The story behind the story

As is the way when an author releases a new book, I’ve been scanning the early reviews of The Clock in My Mother’s House. There are twelve on Goodreads at the moment, so it’s easy to see when new ones appear – I’m not stalking reviewers or anything. Soon I’ll forget all about them – after all, reviews are for other readers, not the authors!

But I’ve noticed that three or four people have highlighted one story in particular, and it’s also one of my favourites.

The Fear of Ghosts was written in 1994, it was submitted thirteen times over the years before winning the Dark Tales competition in 2017, and subsequently being published in the winners anthology.

Twenty-three years between the original story and the one which appeared in Dark Tales!

Yep, I was staggered too. Of course, it went through several changes over those years. I remember the middle part of the story was particularly messy. For people who watch The Repair Shop or similar programmes, you’ll be familiar with the way they gently remove the debris and the moth-eaten fabric before restoring it. That’s a very similar process to the one I went through with Ghosts.

The middle was streamlined, moving the entirety of the backstory into one place rather that haphazardly scattered all over, and then adding an additional part onto the end. For those who have read it, it’s everything after the word silence.

And it worked. I got chills when I wrote the final sentence, I knew I was on to something fantastic, and I immediately won that competition!

So, do you have a short story that’s not quite cutting it? Here are a few steps you could try:

  • Print it out and read it as if you weren’t the author
  • Then read it with a red pen (or purple, green, pink…) and cross out anything which seems wrong. It’s not a permanent crossing-out, you can reinstate it, or move it somewhere else perhaps.
  • Write out the main plot points. Is it the story you were trying to tell or did you get a bit lost in the middle? Is there a different story lurking behind your words? Is it a stronger story?
  • Look at the beginning. Can you write it differently?
  • Without looking, can you remember the ending, the emotions? What could you do to make more of an impact? Remove a sentence, add one, change it completely?
  • And finally – be honest – after you’ve done all this, do you still like it, still think it’s worthy? If so, what are you waiting for?

Have you done something similar before? Are there any methods which worked for you? Please share them, we’d love to hear them!

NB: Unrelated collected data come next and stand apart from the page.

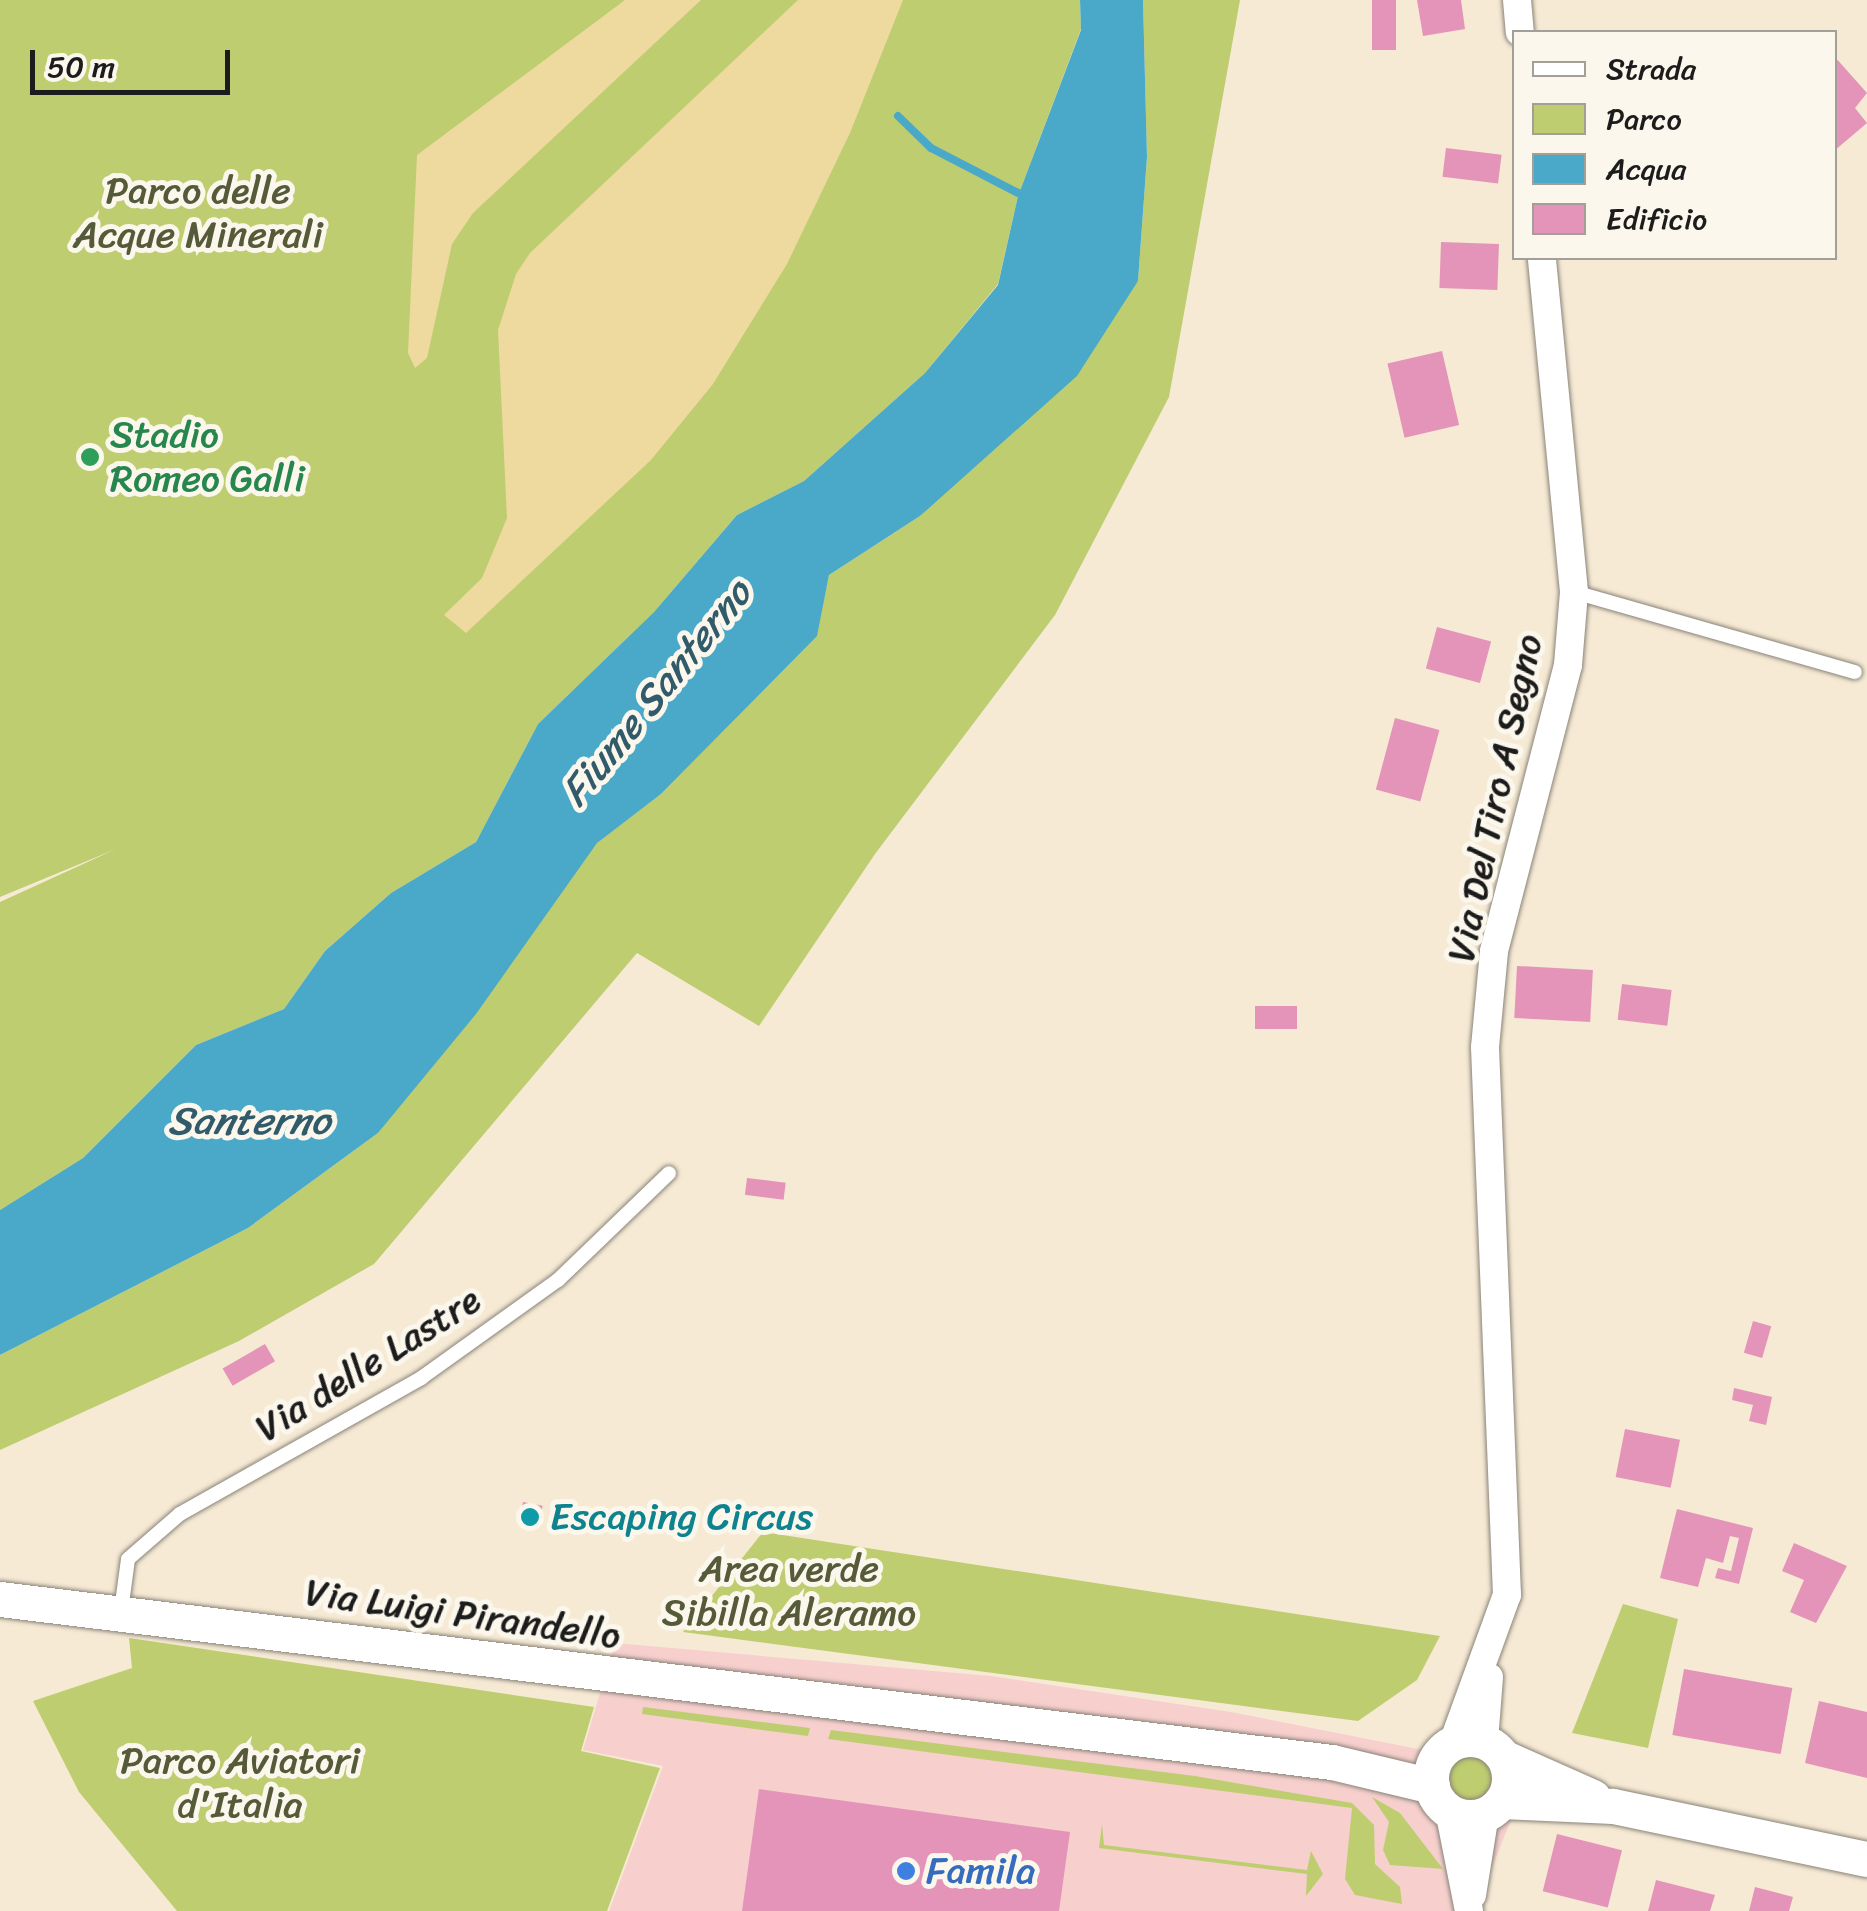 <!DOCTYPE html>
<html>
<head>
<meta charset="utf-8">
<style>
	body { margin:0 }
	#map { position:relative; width:1867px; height:1911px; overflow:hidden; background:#f6ead5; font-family:Sriracha,sans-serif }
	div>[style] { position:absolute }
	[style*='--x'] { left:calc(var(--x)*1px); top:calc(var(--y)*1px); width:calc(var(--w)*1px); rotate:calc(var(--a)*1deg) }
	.built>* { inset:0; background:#f7d0ce }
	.green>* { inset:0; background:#becd6f }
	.round { border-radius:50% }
	.sand>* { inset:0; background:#eeda9e }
	.water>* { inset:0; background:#4aa9c9 }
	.stream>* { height:8px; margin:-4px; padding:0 4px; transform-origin:4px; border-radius:4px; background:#4aa9c9 }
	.building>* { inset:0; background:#e494b8; transform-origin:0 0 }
	.roads { filter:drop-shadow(0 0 2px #898378) drop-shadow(0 0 2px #898378) }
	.service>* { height:14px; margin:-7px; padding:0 7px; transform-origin:7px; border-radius:7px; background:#fff }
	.minor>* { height:28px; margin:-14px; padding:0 14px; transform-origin:14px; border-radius:14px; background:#fff }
	.tertiary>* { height:35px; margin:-17.5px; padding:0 17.5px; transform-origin:17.5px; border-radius:17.5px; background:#fff }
	.tertiary>.ring { margin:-17.5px; padding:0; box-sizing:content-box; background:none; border:35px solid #fff; border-radius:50% }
	.dots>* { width:28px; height:28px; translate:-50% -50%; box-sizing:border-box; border:5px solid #fbf7ec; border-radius:50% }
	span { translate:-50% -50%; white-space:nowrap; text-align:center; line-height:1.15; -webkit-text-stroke:10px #fbf7ec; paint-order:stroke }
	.park-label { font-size:38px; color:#555a39 }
	.leisure-label { font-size:38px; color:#27864d }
	.left { translate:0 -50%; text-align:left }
	.street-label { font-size:38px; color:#1c1c1c }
	.culture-label { font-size:38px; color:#0d838f }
	.shop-label { font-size:38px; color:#366cbe }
	.water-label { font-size:40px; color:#315b6a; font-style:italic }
	.legend { position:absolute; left:1512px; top:30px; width:325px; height:230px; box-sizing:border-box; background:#fbf7ec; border:2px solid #a29f99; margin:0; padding:12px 18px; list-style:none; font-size:30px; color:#1c1c1c }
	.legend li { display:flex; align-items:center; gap:20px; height:50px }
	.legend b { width:50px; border:2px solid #a29f99 }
	.scale { position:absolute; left:30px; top:50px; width:200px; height:45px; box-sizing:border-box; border:5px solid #1c1c1c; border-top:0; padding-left:12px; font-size:30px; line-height:35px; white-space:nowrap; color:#1c1c1c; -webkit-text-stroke:8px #fbf7ec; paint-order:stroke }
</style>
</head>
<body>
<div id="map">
	<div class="built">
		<div style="clip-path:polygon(615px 1643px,991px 1676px,1231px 1712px,1530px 1771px,1475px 1911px,609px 1911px,663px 1766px,583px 1750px)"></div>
	</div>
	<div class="green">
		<div style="clip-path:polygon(0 0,1080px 0,1081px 29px,1018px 196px,998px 284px,925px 373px,804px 481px,737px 515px,654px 612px,538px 724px,476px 842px,391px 893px,325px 951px,284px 1009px,196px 1045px,83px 1158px,0 1210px,0 902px,116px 849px,0 897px)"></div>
		<div style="clip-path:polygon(1143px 0,1240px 0,1169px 397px,1055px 615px,875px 854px,759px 1026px,637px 953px,374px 1264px,239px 1341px,0 1450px,0 1355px,248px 1228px,378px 1133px,597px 842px,661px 794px,816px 636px,829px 575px,920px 516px,1138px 281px,1147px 158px)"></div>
		<div style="clip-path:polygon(763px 1532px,1440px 1636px,1417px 1680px,1358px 1721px,683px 1632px)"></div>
		<div style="clip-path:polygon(1623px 1604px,1678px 1619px,1648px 1748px,1572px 1733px)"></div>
		<div style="clip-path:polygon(129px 1638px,594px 1707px,581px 1751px,660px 1768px,607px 1911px,177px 1911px,79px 1792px,33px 1701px,132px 1668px)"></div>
		<div style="clip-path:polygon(643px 1707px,810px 1728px,808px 1736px,642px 1714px)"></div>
		<div style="clip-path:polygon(831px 1730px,1195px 1776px,1352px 1803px,1374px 1825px,1375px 1864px,1400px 1887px,1402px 1904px,1355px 1895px,1345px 1879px,1352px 1808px,828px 1739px)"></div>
		<div class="round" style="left:1446px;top:1754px;width:48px;height:48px"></div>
		<div style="clip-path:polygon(1372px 1797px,1400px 1813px,1443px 1869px,1390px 1865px,1383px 1850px,1389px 1822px)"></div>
		<div style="clip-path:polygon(1102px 1824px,1104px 1845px,1307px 1870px,1311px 1851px,1323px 1874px,1306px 1896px,1307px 1874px,1099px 1848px)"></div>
	</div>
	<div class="sand">
		<div style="clip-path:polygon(625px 0,701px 0,473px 213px,452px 244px,427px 358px,415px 368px,408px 353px,417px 155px)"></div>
		<div style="clip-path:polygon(798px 0,903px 0,850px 133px,787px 264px,713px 384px,651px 460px,466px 633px,444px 615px,482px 578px,507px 518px,498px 330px,516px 274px,530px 253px)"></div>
	</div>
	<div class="water">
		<div style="clip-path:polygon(1080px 0,1143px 0,1147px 157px,1138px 281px,1077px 376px,920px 516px,829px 575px,817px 636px,661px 794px,597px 843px,476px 1014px,378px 1133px,248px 1228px,0 1355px,0 1210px,83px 1158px,196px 1045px,284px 1009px,325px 951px,391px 893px,476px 842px,538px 724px,654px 612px,737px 515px,804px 481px,925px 373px,998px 285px,1018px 196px,1081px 30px)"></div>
	</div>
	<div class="stream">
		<div style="--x:898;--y:116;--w:46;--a:44.1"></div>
		<div style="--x:931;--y:148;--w:105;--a:27.3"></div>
	</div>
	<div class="building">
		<div style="left:1372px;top:0;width:24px;height:50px"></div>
		<div style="clip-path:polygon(1417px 0,1461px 0,1465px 29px,1423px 36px)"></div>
		<div style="clip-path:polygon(1834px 56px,1867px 93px,1855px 108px,1867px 123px,1834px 151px)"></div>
		<div style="left:1446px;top:148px;width:56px;height:29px;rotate:7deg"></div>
		<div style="left:1441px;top:242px;width:58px;height:46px;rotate:2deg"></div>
		<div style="left:1442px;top:351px;width:76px;height:56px;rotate:77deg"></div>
		<div style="left:1437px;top:627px;width:56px;height:43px;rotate:15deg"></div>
		<div style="left:1395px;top:718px;width:46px;height:74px;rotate:15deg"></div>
		<div style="left:1517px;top:966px;width:76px;height:52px;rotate:3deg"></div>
		<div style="left:1622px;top:984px;width:50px;height:36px;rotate:7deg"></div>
		<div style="left:1255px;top:1006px;width:42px;height:23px"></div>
		<div style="left:747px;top:1178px;width:39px;height:17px;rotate:7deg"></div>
		<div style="left:1753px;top:1321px;width:19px;height:33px;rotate:16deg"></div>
		<div style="left:265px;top:1344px;width:20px;height:49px;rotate:60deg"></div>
		<div style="clip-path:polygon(1734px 1388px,1772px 1397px,1766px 1425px,1749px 1421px,1753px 1405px,1732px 1400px)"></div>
		<div style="left:1625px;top:1429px;width:56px;height:49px;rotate:11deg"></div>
		<div style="left:523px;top:1502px;width:20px;height:13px;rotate:11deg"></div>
		<div style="clip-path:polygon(1677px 1509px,1753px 1528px,1739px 1584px,1715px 1578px,1718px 1568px,1731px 1571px,1739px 1538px,1730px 1536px,1723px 1563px,1706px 1558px,1698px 1587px,1660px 1578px)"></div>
		<div style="clip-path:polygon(1794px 1543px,1847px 1566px,1816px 1623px,1790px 1612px,1804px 1580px,1782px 1571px)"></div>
		<div style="left:1684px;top:1669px;width:110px;height:67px;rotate:10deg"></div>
		<div style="clip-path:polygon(1819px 1701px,1867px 1712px,1867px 1778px,1805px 1763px)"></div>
		<div style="clip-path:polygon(759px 1789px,1070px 1832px,1059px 1911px,742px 1911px)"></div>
		<div style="left:1557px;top:1834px;width:67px;height:59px;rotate:14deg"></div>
		<div style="clip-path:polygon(1656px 1880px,1715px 1895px,1710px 1911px,1648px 1911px)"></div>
		<div style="clip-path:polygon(1755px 1887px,1793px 1897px,1789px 1911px,1749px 1911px)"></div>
	</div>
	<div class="roads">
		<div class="service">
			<div style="--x:1574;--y:592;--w:292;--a:15.9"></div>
			<div style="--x:121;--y:1611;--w:52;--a:-82.3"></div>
			<div style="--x:128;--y:1559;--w:69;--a:-40.9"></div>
			<div style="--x:180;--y:1514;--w:277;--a:-29.4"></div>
			<div style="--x:421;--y:1378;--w:168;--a:-35.6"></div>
			<div style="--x:558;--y:1280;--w:154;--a:-43.9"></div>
		</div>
		<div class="minor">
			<div style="--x:1517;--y:0;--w:32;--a:85"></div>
			<div style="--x:1484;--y:1741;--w:64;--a:-85.5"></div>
			<div style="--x:1453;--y:1743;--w:158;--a:-70"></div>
			<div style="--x:1507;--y:1595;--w:548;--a:-92.3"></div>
			<div style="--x:1485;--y:1047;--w:96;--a:-84.6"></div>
			<div style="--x:1494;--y:951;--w:295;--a:-75.5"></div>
			<div style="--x:1568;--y:665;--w:73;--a:-85.3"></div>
			<div style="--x:1574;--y:592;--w:336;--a:-95.5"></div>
			<div style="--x:1449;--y:1810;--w:103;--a:78.8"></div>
			<div style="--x:1472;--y:1895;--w:82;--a:-80.9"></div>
		</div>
		<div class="tertiary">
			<div style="--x:0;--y:1599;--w:1342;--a:6.98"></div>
			<div style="--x:1332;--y:1762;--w:103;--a:13.5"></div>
			<div class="ring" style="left:1431px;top:1739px;width:43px;height:43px"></div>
			<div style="--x:1505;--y:1758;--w:96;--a:23.9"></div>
			<div style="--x:1502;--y:1801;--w:111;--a:2.6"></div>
			<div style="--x:1613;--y:1806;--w:259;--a:11.8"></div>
		</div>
	</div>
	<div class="dots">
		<div style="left:90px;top:457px;background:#2e9e5b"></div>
		<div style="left:530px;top:1517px;background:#0f9aa8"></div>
		<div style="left:906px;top:1871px;background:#3f7fe0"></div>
	</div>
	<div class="park-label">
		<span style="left:198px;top:213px">Parco delle<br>Acque Minerali</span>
		<span style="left:789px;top:1591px">Area verde<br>Sibilla Aleramo</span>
		<span style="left:240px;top:1783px">Parco Aviatori<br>d'Italia</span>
	</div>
	<div class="leisure-label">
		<span class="left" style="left:110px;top:457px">Stadio<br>Romeo Galli</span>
	</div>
	<div class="street-label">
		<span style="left:1495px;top:798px;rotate:-78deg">Via Del Tiro A Segno</span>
		<span style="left:368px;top:1364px;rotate:-32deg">Via delle Lastre</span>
		<span style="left:463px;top:1614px;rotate:8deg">Via Luigi Pirandello</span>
	</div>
	<div class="culture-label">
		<span class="left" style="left:550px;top:1517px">Escaping Circus</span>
	</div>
	<div class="shop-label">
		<span class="left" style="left:926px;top:1871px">Famila</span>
	</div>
	<div class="water-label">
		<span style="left:656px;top:693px;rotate:-51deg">Fiume Santerno</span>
		<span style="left:249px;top:1121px">Santerno</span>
	</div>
	<ul class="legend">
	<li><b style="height:12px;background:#fff"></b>Strada</li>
	<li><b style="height:28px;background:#becd6f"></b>Parco</li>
	<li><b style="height:28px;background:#4aa9c9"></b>Acqua</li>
	<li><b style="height:28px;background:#e494b8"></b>Edificio</li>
	</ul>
	<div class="scale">50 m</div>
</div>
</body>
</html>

13 thoughts on “The story behind the story

  1. Hi Annalisa – yes … we must read our work out – I try and do that with my blog posts to make sure I engage with my own writing – then if so … I assume (and hope!!) others do too … I’ve never tried submitting a story. Cheers and good luck for all your future stories – Hilary


  2. Those are great ideas, Annalisa. I’ll have to give it a go. I have a story that’s not working out. One friend (a writer) said it was “beautiful” and doesn’t know why it hasn’t gotten published. Another friend (a graphic artist, but not a writer) gave me some constructive criticism. Who’s telling the truth? Must be the writer friend, since something so “beautiful” would have been snatched up long ago for publication, right? Arrrgghhhh! I’ll try your points, see what happens. Thanks for sharing.


    1. Sometimes we go adrift with our original ideas. I hope some of my suggestions help. As a chronic rewriter of many of my stories/novels, I’ve honed this skill. Both of my published novels, and the one to come next year, went through this process! I wish I could nail the story the first time, to be honest 🙄

      Liked by 1 person

  3. Great tips, Annalisa. I’m currently editing book 2 in the Coin of Time series. I shelved it for a few months and edited and did the same again. I’m being ruthless, cutting out lines and rewriting scenes, and once I’m done, will go through the same process.